» DESCRIPTION OF THE TASK: All lines below containing the string "labels" are to be copied.

Stored items:
------------------------------------------------------------
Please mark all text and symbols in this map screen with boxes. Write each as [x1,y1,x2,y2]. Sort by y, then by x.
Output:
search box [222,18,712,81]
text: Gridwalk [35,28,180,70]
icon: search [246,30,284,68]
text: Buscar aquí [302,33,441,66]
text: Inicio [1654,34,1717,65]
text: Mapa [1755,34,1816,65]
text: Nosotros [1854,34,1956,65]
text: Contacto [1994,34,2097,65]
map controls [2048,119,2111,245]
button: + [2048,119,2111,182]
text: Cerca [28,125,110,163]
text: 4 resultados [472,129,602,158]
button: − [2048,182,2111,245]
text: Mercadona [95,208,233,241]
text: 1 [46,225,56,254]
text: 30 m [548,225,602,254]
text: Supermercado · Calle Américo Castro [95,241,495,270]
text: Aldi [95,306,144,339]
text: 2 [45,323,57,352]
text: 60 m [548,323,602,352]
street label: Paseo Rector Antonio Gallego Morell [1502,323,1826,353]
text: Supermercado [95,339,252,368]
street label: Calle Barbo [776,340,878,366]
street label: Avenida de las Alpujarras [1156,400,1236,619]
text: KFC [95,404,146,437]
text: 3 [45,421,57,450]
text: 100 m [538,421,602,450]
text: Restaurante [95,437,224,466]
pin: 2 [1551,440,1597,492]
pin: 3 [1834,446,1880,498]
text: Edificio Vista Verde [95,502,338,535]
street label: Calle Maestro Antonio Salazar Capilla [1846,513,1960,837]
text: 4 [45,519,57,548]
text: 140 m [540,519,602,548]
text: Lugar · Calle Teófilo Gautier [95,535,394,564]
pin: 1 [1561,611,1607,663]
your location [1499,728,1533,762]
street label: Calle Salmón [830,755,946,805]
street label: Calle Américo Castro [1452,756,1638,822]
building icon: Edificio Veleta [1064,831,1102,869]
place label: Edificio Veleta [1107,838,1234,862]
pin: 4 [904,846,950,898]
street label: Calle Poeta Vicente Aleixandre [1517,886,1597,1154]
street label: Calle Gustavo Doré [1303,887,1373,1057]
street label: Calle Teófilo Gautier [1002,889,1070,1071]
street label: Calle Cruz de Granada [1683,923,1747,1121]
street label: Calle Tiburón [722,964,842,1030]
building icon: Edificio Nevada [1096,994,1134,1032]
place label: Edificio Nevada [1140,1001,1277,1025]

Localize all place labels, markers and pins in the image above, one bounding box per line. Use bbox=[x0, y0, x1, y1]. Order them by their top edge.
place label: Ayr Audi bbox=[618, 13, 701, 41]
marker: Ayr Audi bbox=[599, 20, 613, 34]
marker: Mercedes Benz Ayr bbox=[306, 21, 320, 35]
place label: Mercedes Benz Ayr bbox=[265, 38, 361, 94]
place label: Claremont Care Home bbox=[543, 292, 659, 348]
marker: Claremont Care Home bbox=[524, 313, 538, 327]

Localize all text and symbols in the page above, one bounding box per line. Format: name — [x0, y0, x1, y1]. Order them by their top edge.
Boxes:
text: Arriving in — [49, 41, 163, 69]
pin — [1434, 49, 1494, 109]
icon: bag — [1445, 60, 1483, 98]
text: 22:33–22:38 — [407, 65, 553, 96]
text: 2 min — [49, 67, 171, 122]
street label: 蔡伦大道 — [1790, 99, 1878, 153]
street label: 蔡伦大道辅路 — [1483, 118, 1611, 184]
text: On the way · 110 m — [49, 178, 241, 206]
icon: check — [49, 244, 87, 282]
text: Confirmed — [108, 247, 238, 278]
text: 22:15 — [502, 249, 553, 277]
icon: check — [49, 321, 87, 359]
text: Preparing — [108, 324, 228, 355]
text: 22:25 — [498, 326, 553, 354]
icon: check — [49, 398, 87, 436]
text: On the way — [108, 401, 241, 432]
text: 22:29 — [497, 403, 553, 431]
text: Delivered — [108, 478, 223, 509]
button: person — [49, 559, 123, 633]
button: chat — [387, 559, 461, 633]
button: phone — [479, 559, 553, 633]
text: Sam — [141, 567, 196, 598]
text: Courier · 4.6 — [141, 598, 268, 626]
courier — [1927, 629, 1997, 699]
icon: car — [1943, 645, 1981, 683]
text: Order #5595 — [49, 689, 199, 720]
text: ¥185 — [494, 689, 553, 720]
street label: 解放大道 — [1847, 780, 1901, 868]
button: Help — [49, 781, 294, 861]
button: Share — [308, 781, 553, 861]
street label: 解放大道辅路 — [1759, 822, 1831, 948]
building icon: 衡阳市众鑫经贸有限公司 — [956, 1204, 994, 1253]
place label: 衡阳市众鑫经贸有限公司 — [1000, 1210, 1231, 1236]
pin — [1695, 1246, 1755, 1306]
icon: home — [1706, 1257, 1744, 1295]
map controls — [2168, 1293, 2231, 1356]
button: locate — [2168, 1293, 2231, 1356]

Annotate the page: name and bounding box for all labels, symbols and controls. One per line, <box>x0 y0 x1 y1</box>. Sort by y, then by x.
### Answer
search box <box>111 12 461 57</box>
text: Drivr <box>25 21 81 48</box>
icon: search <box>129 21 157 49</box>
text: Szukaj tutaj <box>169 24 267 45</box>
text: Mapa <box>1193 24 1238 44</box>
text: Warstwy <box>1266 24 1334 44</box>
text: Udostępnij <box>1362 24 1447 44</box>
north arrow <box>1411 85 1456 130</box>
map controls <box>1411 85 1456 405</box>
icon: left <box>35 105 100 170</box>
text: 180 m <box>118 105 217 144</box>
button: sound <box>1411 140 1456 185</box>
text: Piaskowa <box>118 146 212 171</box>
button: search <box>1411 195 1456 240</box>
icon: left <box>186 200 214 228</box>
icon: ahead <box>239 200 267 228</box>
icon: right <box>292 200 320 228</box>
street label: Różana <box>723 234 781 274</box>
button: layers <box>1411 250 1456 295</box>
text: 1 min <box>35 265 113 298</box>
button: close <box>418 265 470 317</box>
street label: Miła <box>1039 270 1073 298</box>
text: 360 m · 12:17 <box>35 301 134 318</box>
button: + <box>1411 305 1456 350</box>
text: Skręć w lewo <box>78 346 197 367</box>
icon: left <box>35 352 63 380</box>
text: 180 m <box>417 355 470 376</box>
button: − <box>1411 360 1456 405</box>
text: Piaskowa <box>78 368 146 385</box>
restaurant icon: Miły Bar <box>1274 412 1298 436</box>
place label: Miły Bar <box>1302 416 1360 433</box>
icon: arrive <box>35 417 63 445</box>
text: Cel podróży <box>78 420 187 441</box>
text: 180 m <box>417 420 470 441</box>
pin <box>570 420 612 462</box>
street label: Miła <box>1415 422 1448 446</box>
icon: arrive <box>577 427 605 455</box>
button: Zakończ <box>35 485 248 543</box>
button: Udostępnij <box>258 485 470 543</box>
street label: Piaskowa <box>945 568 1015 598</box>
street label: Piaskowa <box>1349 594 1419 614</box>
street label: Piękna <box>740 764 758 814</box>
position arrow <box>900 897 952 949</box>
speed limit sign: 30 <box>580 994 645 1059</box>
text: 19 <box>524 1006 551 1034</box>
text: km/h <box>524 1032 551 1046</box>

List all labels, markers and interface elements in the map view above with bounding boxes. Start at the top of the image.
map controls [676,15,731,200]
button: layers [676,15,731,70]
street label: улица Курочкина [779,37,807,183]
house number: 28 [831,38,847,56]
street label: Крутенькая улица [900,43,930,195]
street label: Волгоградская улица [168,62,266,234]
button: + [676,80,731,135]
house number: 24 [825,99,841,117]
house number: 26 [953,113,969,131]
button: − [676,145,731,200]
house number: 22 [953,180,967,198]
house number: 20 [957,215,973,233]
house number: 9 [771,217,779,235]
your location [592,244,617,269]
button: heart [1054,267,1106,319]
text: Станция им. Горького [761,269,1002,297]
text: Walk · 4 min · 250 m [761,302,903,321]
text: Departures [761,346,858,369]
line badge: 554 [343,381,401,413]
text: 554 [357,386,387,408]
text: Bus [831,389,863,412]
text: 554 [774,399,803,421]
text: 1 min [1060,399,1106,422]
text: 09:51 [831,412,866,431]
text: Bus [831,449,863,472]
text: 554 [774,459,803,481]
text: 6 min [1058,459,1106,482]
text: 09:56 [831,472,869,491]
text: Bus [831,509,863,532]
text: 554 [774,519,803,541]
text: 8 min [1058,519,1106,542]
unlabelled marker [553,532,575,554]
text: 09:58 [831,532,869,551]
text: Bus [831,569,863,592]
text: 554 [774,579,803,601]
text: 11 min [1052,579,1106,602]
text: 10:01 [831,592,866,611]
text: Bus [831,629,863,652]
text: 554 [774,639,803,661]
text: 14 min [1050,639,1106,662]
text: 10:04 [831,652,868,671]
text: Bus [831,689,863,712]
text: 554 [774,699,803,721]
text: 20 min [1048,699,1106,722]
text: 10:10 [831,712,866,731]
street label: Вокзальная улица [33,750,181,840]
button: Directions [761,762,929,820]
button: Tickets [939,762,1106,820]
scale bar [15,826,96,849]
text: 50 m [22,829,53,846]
------------------------------------------------------------
» RESULT OF THE TASK:
Localize all place labels, markers and pins in the image above, one bounding box per line. Use bbox=[x0, y0, x1, y1]. Order them by their top edge.
Annotate the page: name and bounding box for all labels, symbols and controls. One per line, <box>x0 y0 x1 y1</box>. Sort by y, then by x.
List all labels, markers and interface elements in the map view above with bounding boxes. Start at the top of the image.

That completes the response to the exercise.